The push to get Kiwis to Auckland for the America's Cup is now in limbo with uncertainty over the start date to racing and a further blow to confidence to book travel ahead.
''A lot of business just comes off the books. And that happens immediately. When you have these periodic flash lockdowns it starts to change people's buying behaviours.''
The biggest source of domestic travel dollars - Auckland - was hitting the whole country. The current strict restrictions on domestic travel out of Auckland mean hotels in other centres are also suffering at a time when travellers without work or school commitments have been targeted by marketing campaigns to get them out of the city.
Dolan said hotels throughout the country were losing money fast.
Staff and property-related costs such as finance, insurance and fixed utility charges carried on.

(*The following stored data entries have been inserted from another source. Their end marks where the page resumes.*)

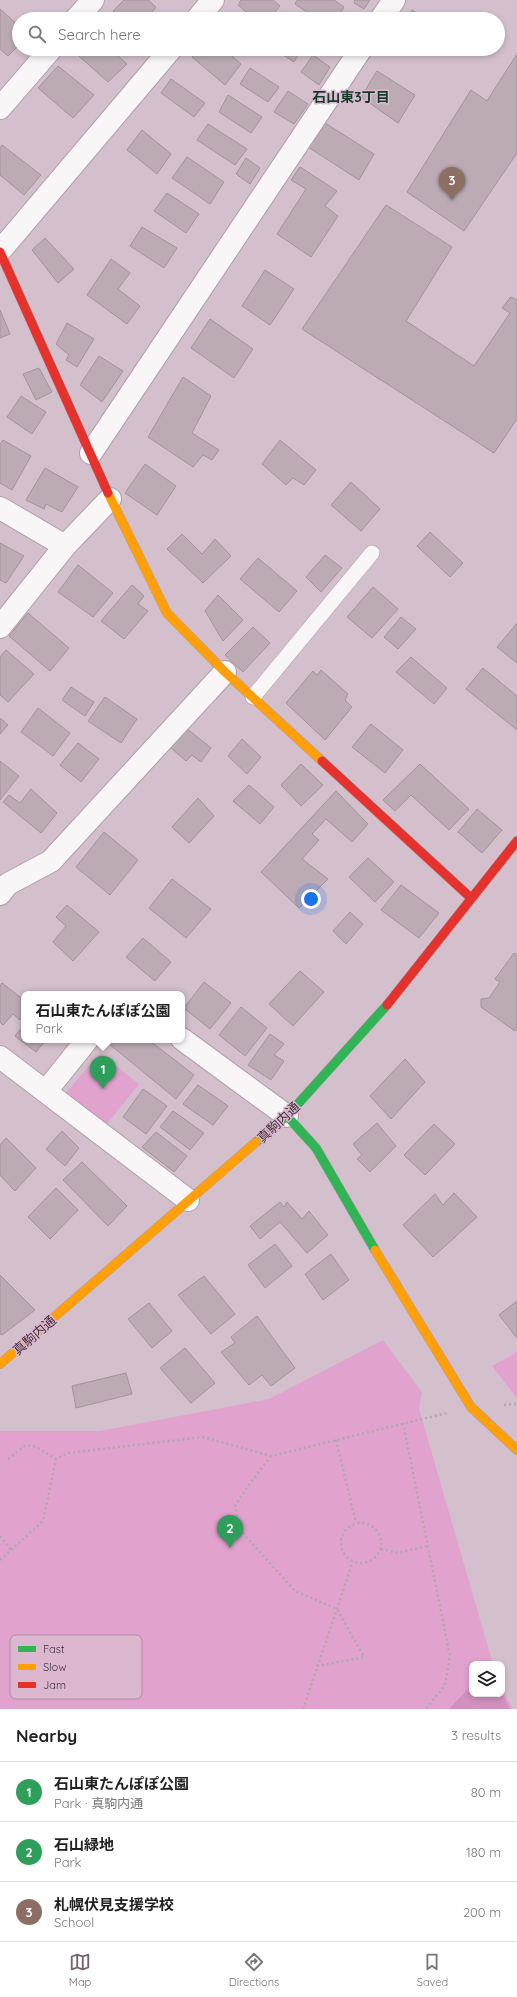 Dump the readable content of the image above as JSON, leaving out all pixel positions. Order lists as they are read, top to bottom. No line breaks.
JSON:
{"streets":{"main road":["真駒内通"]},"districts":["石山東3丁目"],"legend":["Fast","Slow","Jam"],"page":{"search":"Search here","pins":["3","1","2"],"popup":["石山東たんぽぽ公園","Park"],"heading":["Nearby","3 results"],"list":[{"mark":"1","name":"石山東たんぽぽ公園","note":"Park · 真駒内通","value":"80 m"},{"mark":"2","name":"石山緑地","note":"Park","value":"180 m"},{"mark":"3","name":"札幌伏見支援学校","note":"School","value":"200 m"}],"nav":["Map","Directions","Saved"]}} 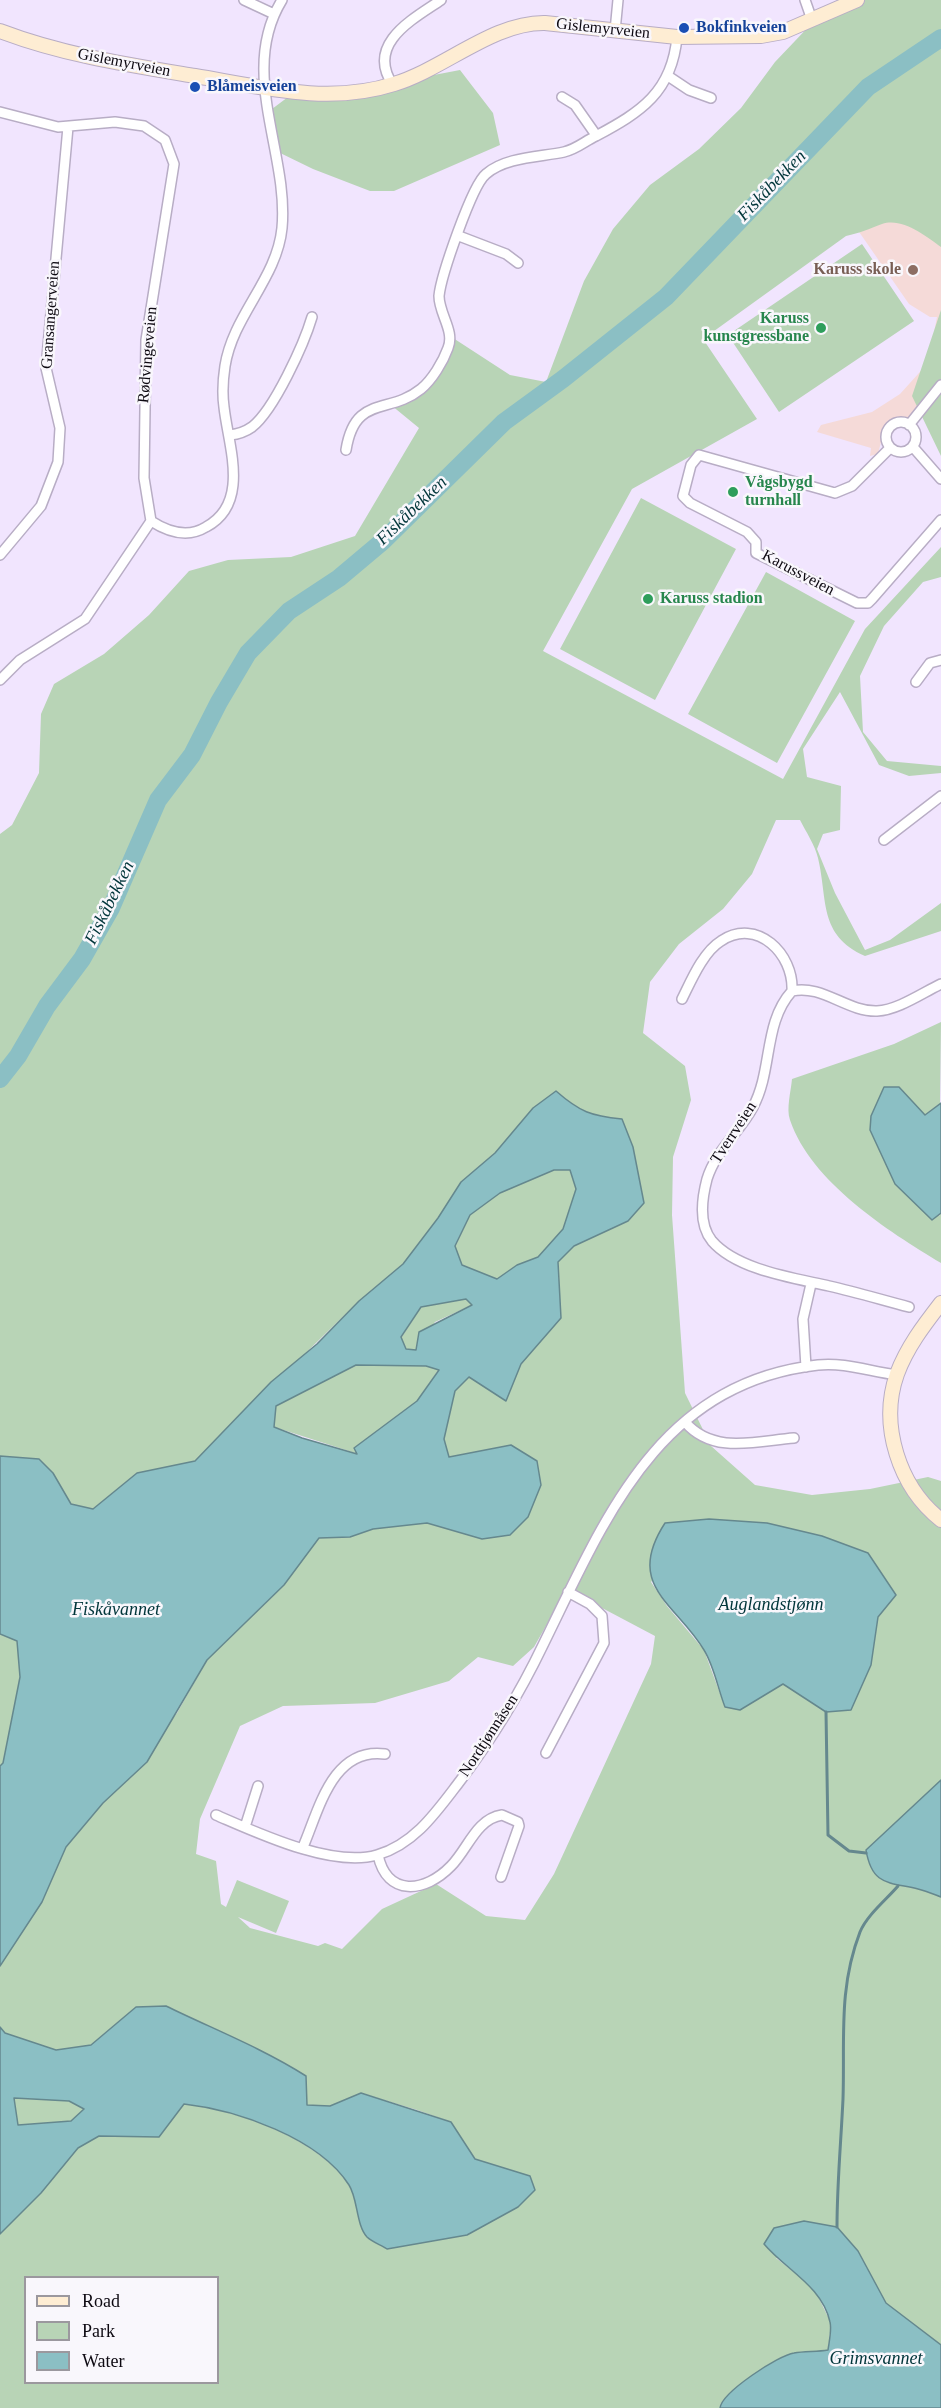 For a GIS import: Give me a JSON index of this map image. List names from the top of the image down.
{
  "streets": {
    "street": [
      "Gislemyrveien",
      "Gransangerveien",
      "Rødvingeveien",
      "Karussveien",
      "Tverrveien",
      "Nordtjønnåsen"
    ]
  },
  "crossings": [
    ["Gransangerveien", "Rødvingeveien"]
  ],
  "water": [
    "Fiskåbekken",
    "Auglandstjønn",
    "Fiskåvannet",
    "Grimsvannet"
  ],
  "places": [
    "Bokfinkveien",
    "Blåmeisveien",
    "Karuss skole",
    "Karuss kunstgressbane",
    "Vågsbygd turnhall",
    "Karuss stadion"
  ],
  "legend": ["Road", "Park", "Water"]
}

Figures for last year showed hotel revenue plunged by more than 40 per cent as room occupancy was half of what it was the year before.
''We've got a lockdown and we don't know when the end date is so anyone for the next two or three weeks is probably cancelling their booking now.''
Key to the recovery of the sector was reopening of borders with a travel bubble with Australia the first, important step to sustain what he called a backbone part of the tourism sector.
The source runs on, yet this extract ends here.